Of course, with the way the tax year runs, it is not uncommon to have a small surplus around this time of year, but when you look in comparison to last year, we are over $75 Billion up!
The clear differences are coming from not only President Trump’s policy of cutting out Government waste and expenditure but from increase market confidence and a booming jobs market. More people are in work, unemployment is down, and companies are willing to invest in America and Americans once again.
While it is unlikely that a budget surplus can be maintained throughout the whole year, the fact that we will likely not end up with a massive deficit (which is what year on year increases the National Debt), is an amazing achievement that could signify the start of getting rid of our financial burdens.

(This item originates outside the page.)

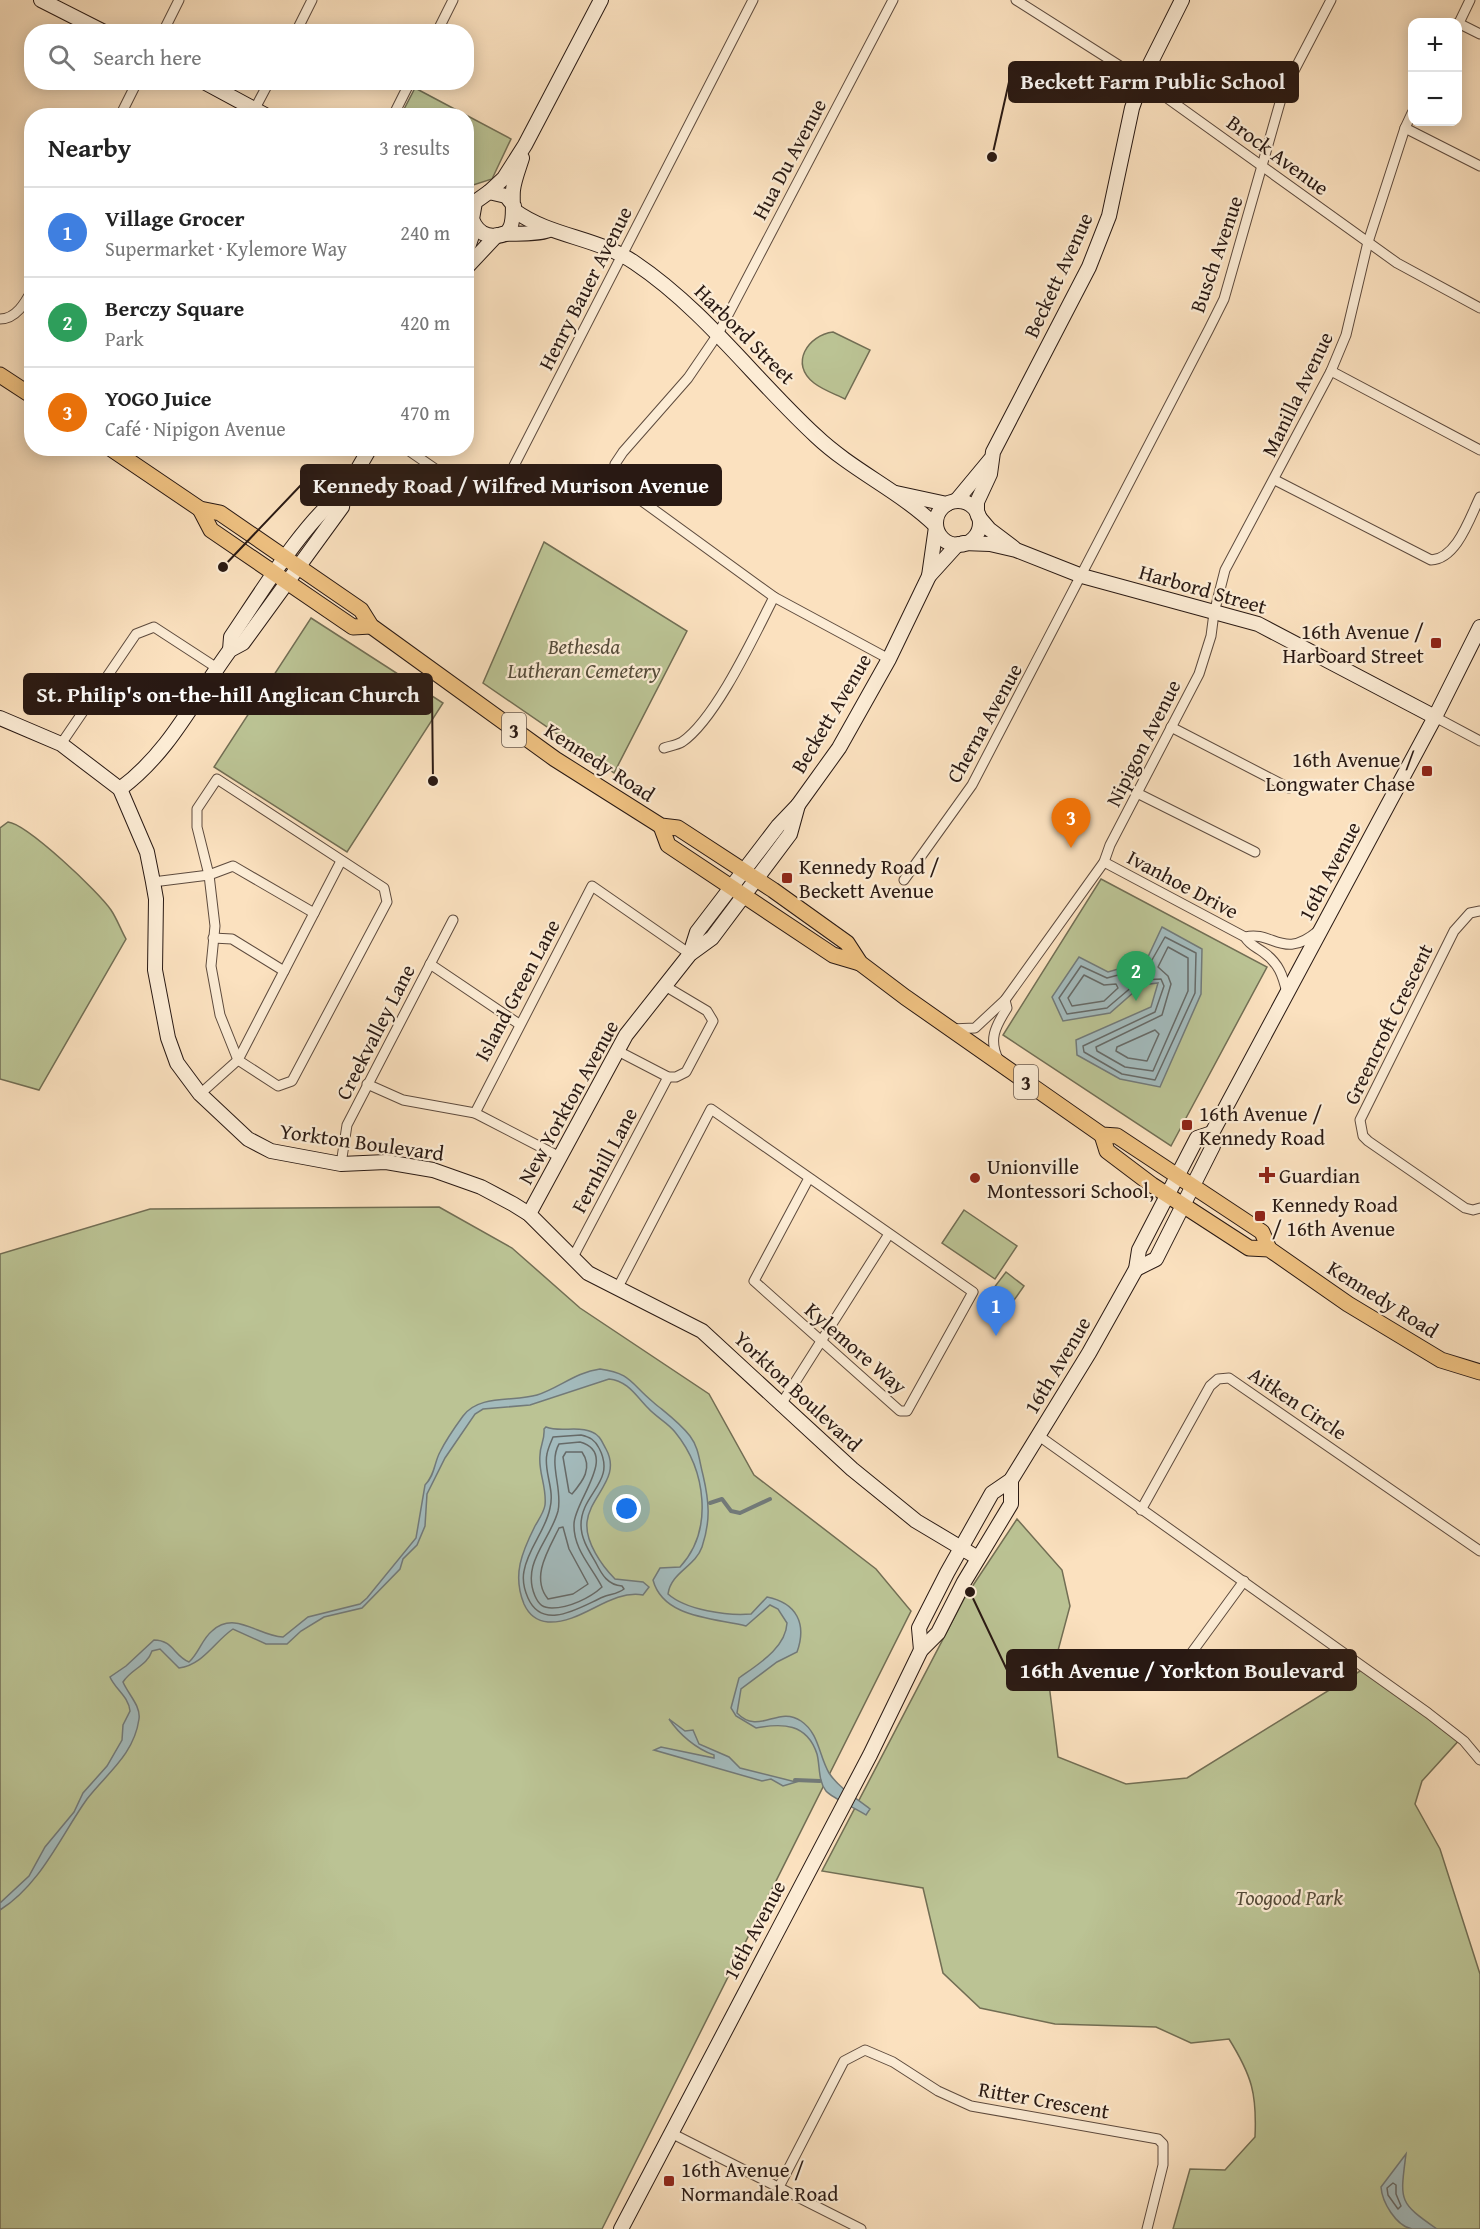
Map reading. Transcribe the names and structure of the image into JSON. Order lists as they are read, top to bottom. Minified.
{"streets":{"main road":["3","Kennedy Road"],"street":["Brock Avenue","Hua Du Avenue","Busch Avenue","Beckett Avenue","Henry Bauer Avenue","Harbord Street","Manilla Avenue","Cherna Avenue","Nipigon Avenue","16th Avenue","Ivanhoe Drive","Island Green Lane","Greencroft Crescent","Creekvalley Lane","New Yorkton Avenue","Yorkton Boulevard","Fernhill Lane","Kylemore Way","Aitken Circle","Ritter Crescent"]},"crossings":[["Brock Avenue","Busch Avenue"],["Brock Avenue","Beckett Avenue"],["Brock Avenue","Manilla Avenue"],["Hua Du Avenue","Harbord Street"],["Busch Avenue","Harbord Street"],["Busch Avenue","Cherna Avenue"],["Beckett Avenue","Harbord Street"],["Beckett Avenue","Kennedy Road"],["Beckett Avenue","New Yorkton Avenue"],["Henry Bauer Avenue","Harbord Street"],["Harbord Street","Manilla Avenue"],["Harbord Street","Cherna Avenue"],["Harbord Street","Nipigon Avenue"],["Harbord Street","16th Avenue"],["Manilla Avenue","Nipigon Avenue"],["Nipigon Avenue","Kennedy Road"],["Nipigon Avenue","Ivanhoe Drive"],["Kennedy Road","16th Avenue"],["Kennedy Road","New Yorkton Avenue"],["16th Avenue","Ivanhoe Drive"],["16th Avenue","Yorkton Boulevard"],["Island Green Lane","New Yorkton Avenue"],["Creekvalley Lane","Yorkton Boulevard"],["New Yorkton Avenue","Yorkton Boulevard"],["New Yorkton Avenue","Fernhill Lane"],["Yorkton Boulevard","Fernhill Lane"],["Yorkton Boulevard","Kylemore Way"]],"parks":["Bethesda Lutheran Cemetery","Toogood Park"],"places":{"other":["Beckett Farm Public School","Kennedy Road / Wilfred Murison Avenue","St. Philip's on-the-hill Anglican Church","Unionville Montessori School,","16th Avenue / Yorkton Boulevard"],"transit":["16th Avenue / Harboard Street","16th Avenue / Longwater Chase","Kennedy Road / Beckett Avenue","16th Avenue / Kennedy Road","Kennedy Road / 16th Avenue","16th Avenue / Normandale Road"],"health":["Guardian"]},"page":{"map_buttons":["+","−"],"search":"Search here","heading":["Nearby","3 results"],"list":[{"mark":"1","name":"Village Grocer","note":"Supermarket · Kylemore Way","value":"240 m"},{"mark":"2","name":"Berczy Square","note":"Park","value":"420 m"},{"mark":"3","name":"YOGO Juice","note":"Café · Nipigon Avenue","value":"470 m"}],"pins":["3","2","1"]}}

On Wednesday, the Treasury Department said that, in April, the federal government accumulated a budget surplus of $182.4 billion — up a stunning $76.4 billion from April 2016.
Astonishingly, this just so happens to be the biggest April surplus since a record set in 2001.
Total receipts were $455.6 billion, up 4% from April 2016. Receipts were boosted by a change in corporate tax filing deadlines from mid-March to mid-April.
Spending in the seventh month of the fiscal year was $273.2 billion, an 18% decrease from the same month last year.
April is usually a surplus month since the government receives tax payments from individuals ahead of the tax-filing deadline. The government’s budget year runs from October through September.
Through the first seven months of the year, the government is running a deficit of $344.4 billion, down 2.4% from the same period a year ago.
The Congressional Budget Office estimated earlier this year that the federal government would run a budget deficit of $559 billion in fiscal 2017, slightly smaller than last year’s deficit of $585.6 billion.